Counterfeits in Food and Beverage

I read two articles about counterfeits, recently, that really caught my attention. It wasn’t that finding an article about counterfeits was unusual or unexpected, it was the type of products involved that highlights the lengths to which counterfeiters will go to cash in on branded products.

The first article was about a raid in Italy by Italian police and the seizure of 9.000 bottles of fake Moët & Chandon champagne from a shed in northern Italy. The value of the seizure was $382,000. In addition to the 9.000 bottles, the police also found 40,000 Moët & Chandon labels. If the labels had ultimately been used, the value of the counterfeits would have been almost $2 million!

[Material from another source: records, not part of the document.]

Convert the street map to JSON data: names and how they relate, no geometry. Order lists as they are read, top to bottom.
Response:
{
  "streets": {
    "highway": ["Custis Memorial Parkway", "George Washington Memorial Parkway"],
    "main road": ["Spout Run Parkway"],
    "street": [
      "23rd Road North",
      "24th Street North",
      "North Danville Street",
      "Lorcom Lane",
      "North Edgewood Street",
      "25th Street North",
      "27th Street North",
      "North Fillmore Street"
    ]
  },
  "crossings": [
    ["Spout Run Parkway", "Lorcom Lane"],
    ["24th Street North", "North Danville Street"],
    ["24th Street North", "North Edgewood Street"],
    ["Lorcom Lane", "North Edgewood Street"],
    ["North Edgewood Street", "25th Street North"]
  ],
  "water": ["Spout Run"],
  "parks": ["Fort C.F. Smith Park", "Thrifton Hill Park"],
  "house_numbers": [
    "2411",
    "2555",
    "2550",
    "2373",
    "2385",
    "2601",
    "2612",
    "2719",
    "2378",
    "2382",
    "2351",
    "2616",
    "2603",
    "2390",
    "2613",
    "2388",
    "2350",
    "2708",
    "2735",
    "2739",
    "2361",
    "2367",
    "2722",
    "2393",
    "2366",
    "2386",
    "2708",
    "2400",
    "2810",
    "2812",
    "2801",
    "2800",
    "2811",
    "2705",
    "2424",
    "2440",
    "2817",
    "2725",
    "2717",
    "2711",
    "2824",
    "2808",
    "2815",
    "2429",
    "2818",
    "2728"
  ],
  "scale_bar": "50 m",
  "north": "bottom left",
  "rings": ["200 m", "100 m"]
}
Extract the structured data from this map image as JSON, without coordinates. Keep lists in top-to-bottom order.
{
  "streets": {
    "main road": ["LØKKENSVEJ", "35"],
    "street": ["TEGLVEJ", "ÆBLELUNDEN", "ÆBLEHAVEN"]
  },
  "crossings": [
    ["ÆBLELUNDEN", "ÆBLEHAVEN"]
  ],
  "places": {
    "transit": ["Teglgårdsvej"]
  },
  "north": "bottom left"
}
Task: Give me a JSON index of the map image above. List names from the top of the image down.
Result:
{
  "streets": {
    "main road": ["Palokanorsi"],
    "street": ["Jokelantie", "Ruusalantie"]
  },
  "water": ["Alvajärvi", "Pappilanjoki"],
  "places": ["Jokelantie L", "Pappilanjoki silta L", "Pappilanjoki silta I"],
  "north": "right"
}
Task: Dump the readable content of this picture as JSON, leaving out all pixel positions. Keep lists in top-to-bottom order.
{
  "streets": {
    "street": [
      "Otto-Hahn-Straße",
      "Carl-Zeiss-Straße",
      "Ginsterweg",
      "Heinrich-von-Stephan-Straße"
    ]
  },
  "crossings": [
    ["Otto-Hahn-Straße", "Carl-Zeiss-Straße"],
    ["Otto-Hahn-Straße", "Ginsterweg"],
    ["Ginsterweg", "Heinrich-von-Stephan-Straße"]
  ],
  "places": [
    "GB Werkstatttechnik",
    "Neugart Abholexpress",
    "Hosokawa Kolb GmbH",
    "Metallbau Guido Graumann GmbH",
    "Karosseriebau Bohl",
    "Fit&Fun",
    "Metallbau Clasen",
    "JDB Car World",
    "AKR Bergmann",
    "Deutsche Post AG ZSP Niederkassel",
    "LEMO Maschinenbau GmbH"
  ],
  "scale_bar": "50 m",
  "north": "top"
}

The second article that I saw, oddly enough, was not in a newspaper or IP report, but in Food & Wine magazine. The article referred to the on going efforts, in Italy, to bust a major counterfeit olive oil ring. The article described that during the sting operation for the olive oil investigation, over 85,000 tons of ripe green olives were discovered. That’s not what makes this article of interest, however. Counterfeiters were trying to pass off old and spoiled olives as fresh in an effort to capitalize on an on-going olive shortage that is driving prices up. The olives were painted with a fungicide compound, which gives old, past due olives a new green sheen. Although the compound was only moderately toxic, the level of deceit is amazing.

What makes these two articles so interesting is that it highlights that counterfeiters will use any product or product category if there is an opportunity to make a profit. The important element is that the product has a brand name the product has a high price, and that the product and brand are highly desirable. Food products and beverages are not exempt.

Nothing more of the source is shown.